● **Dataset entries**:
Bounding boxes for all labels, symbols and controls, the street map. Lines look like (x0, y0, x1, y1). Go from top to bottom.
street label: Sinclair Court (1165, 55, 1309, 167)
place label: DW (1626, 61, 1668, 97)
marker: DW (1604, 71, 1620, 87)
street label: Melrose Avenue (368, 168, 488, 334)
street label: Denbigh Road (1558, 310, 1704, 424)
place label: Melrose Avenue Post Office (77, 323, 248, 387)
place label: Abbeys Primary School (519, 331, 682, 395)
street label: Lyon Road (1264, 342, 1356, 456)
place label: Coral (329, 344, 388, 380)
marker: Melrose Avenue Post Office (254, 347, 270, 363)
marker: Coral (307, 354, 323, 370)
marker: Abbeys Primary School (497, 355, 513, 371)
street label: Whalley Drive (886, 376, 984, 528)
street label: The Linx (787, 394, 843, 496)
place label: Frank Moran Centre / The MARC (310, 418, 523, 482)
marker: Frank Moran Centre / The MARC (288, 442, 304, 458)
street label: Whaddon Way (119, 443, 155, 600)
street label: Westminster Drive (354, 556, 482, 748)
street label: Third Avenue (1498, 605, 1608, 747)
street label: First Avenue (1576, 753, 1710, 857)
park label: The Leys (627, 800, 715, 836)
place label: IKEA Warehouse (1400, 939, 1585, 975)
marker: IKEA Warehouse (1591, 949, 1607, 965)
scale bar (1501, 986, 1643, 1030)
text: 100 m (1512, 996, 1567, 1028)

● **Work item**: Return only the count of lines in the records that hold the word "Melrose".

● **Written answer**: 3